Materials provided:
▽
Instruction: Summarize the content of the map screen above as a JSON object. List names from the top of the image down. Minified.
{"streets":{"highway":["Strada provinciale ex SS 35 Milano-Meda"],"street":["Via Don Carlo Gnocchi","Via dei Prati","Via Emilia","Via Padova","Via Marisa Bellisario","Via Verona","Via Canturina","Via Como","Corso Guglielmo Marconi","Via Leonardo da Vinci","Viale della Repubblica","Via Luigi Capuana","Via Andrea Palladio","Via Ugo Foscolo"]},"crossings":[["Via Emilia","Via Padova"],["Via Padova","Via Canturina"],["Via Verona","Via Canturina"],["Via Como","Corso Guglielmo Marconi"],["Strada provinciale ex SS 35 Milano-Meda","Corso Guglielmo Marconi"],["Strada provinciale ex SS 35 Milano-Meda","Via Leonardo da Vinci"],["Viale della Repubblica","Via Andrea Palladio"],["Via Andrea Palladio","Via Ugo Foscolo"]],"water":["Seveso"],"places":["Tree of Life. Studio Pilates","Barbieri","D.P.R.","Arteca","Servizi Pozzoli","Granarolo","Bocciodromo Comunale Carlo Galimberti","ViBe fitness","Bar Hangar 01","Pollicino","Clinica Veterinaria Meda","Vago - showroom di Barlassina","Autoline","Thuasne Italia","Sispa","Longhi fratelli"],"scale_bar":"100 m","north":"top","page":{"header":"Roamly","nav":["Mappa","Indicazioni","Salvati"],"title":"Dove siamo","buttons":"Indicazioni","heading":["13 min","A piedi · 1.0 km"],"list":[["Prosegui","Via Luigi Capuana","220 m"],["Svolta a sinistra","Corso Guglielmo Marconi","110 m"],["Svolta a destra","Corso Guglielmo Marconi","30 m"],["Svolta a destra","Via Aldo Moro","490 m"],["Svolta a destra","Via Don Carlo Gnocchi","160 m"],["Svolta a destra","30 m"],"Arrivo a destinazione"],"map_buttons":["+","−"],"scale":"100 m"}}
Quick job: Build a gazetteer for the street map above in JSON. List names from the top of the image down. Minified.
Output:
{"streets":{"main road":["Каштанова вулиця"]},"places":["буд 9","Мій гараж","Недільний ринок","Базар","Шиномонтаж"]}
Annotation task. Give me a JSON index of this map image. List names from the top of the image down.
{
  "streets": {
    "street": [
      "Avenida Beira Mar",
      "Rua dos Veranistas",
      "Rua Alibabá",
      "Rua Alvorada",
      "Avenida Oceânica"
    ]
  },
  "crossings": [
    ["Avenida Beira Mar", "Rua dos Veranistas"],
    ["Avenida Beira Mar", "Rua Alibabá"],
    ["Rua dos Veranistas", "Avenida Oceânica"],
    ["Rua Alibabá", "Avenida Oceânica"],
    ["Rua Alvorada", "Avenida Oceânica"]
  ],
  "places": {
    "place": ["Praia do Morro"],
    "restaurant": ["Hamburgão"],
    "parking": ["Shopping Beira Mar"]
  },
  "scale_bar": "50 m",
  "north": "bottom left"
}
△
Task statement:
If a line of the entries above includes the word "Minified", count it; then state the total and nothing else.

Solved exercise:
2